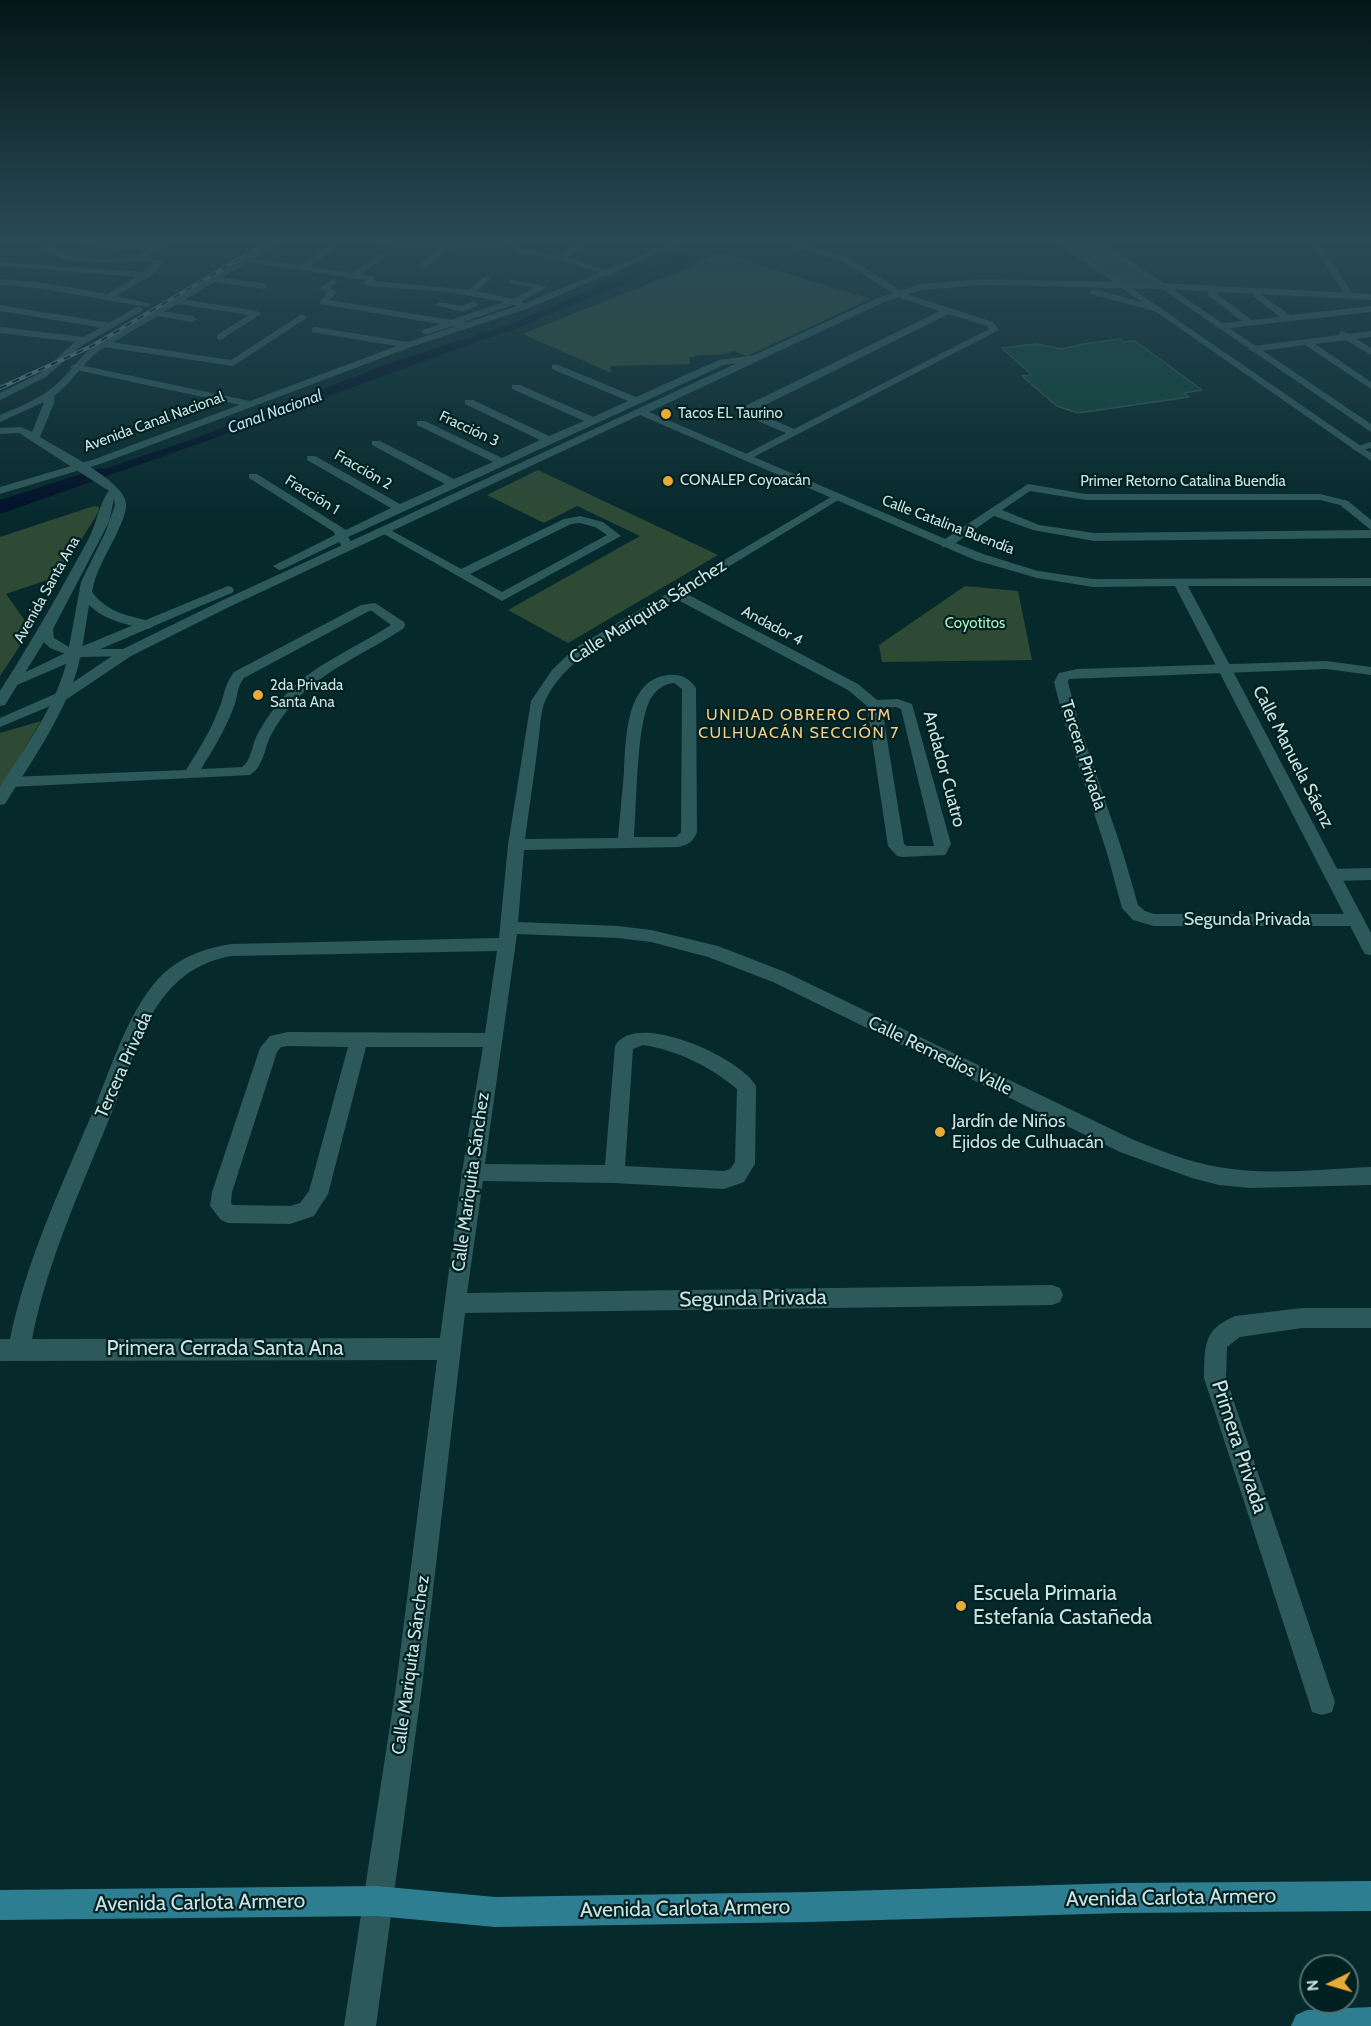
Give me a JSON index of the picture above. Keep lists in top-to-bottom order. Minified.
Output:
{"streets":{"main road":["Avenida Carlota Armero"],"street":["Avenida Canal Nacional","Fracción 3","Fracción 2","Primer Retorno Catalina Buendía","Fracción 1","Calle Catalina Buendía","Avenida Santa Ana","Calle Mariquita Sánchez","Andador 4","Tercera Privada","Calle Manuela Sáenz","Andador Cuatro","Segunda Privada","Calle Remedios Valle","Primera Cerrada Santa Ana","Primera Privada"]},"crossings":[["Primer Retorno Catalina Buendía","Calle Catalina Buendía"],["Calle Catalina Buendía","Calle Mariquita Sánchez"],["Calle Catalina Buendía","Calle Manuela Sáenz"],["Calle Mariquita Sánchez","Andador 4"],["Calle Mariquita Sánchez","Segunda Privada"],["Calle Mariquita Sánchez","Calle Remedios Valle"],["Calle Mariquita Sánchez","Primera Cerrada Santa Ana"],["Calle Mariquita Sánchez","Avenida Carlota Armero"],["Andador 4","Andador Cuatro"],["Tercera Privada","Calle Manuela Sáenz"],["Tercera Privada","Segunda Privada"],["Tercera Privada","Calle Remedios Valle"],["Tercera Privada","Primera Cerrada Santa Ana"],["Calle Manuela Sáenz","Segunda Privada"]],"districts":["UNIDAD OBRERO CTM CULHUACÁN SECCIÓN 7"],"water":["Canal Nacional"],"parks":["Coyotitos"],"places":["Tacos EL Taurino","CONALEP Coyoacán","2da Privada Santa Ana","Jardín de Niños Ejidos de Culhuacán","Escuela Primaria Estefanía Castañeda"],"north":"left"}
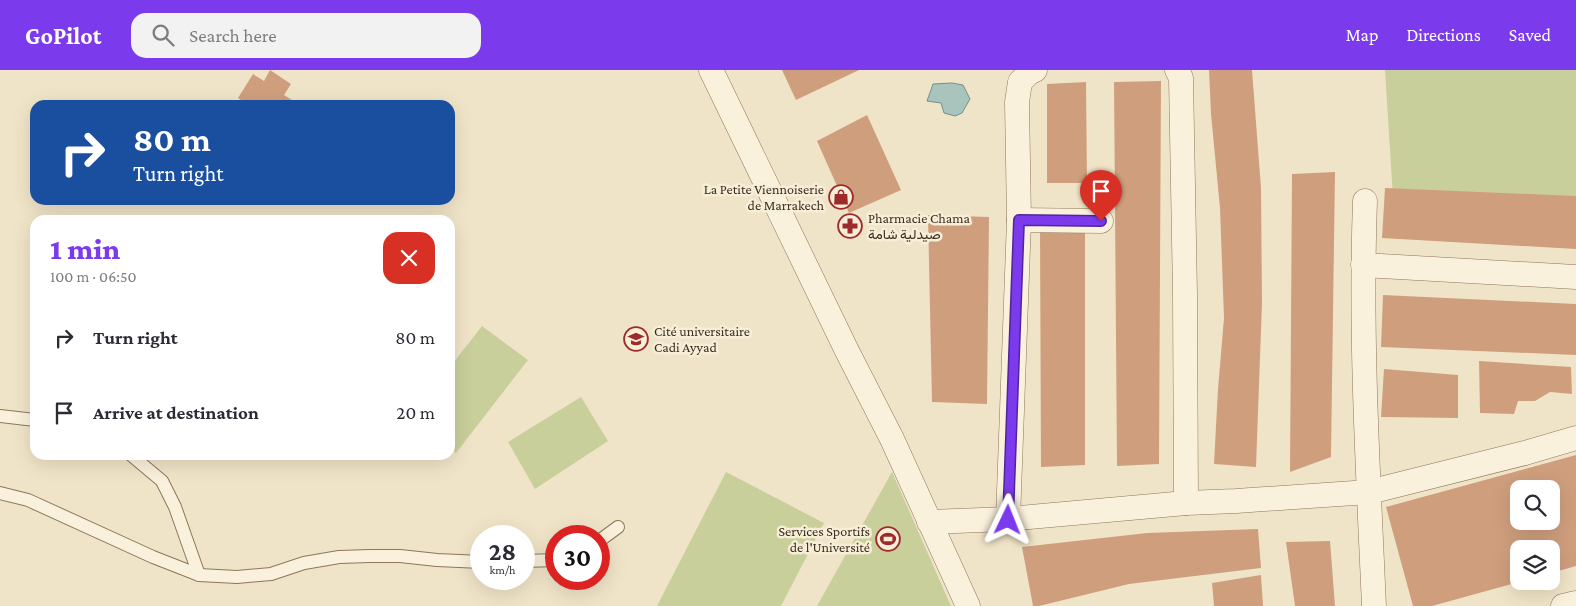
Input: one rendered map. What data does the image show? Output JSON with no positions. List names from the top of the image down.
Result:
{
  "places": {
    "shop": ["La Petite Viennoiserie de Marrakech"],
    "pharmacy": ["Pharmacie Chama صيدلية شامة"],
    "school or university": ["Cité universitaire Cadi Ayyad"],
    "sports": ["Services Sportifs de l'Université"]
  },
  "page": {
    "header": "GoPilot",
    "search": "Search here",
    "nav": ["Map", "Directions", "Saved"],
    "turn": ["80 m", "Turn right"],
    "heading": ["1 min", "100 m · 06:50"],
    "list": [
      {
        "name": "Turn right",
        "value": "80 m"
      },
      {
        "name": "Arrive at destination",
        "value": "20 m"
      }
    ],
    "speed": "28 km/h",
    "limit": "30"
  }
}
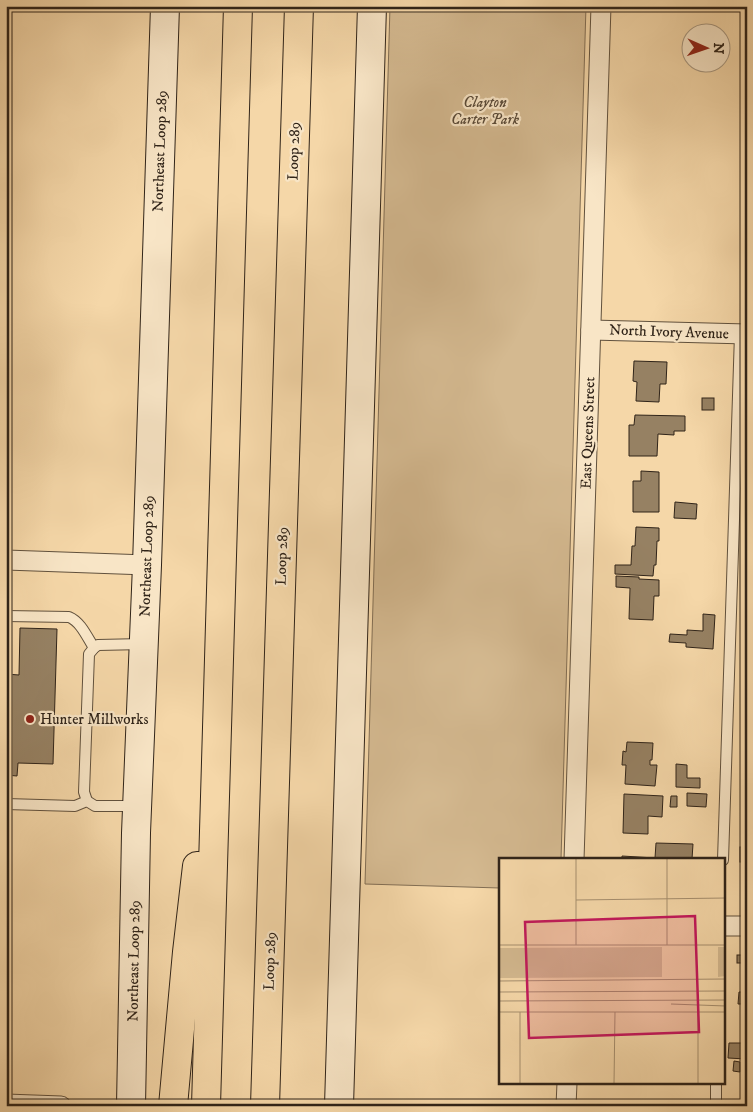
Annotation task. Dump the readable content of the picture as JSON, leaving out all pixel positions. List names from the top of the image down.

**Exercise aim**
From the line that contains "Input: one rendered" down to the last line of the entries above, copy every line exactly and leave out the pictures.

**Exercise result**
Input: one rendered map. What data does the image show? Output JSON with no positions. List names from the top of the image down.
Result:
{
  "places": {
    "shop": ["La Petite Viennoiserie de Marrakech"],
    "pharmacy": ["Pharmacie Chama صيدلية شامة"],
    "school or university": ["Cité universitaire Cadi Ayyad"],
    "sports": ["Services Sportifs de l'Université"]
  },
  "page": {
    "header": "GoPilot",
    "search": "Search here",
    "nav": ["Map", "Directions", "Saved"],
    "turn": ["80 m", "Turn right"],
    "heading": ["1 min", "100 m · 06:50"],
    "list": [
      {
        "name": "Turn right",
        "value": "80 m"
      },
      {
        "name": "Arrive at destination",
        "value": "20 m"
      }
    ],
    "speed": "28 km/h",
    "limit": "30"
  }
}
Annotation task. Dump the readable content of the picture as JSON, leaving out all pixel positions. List names from the top of the image down.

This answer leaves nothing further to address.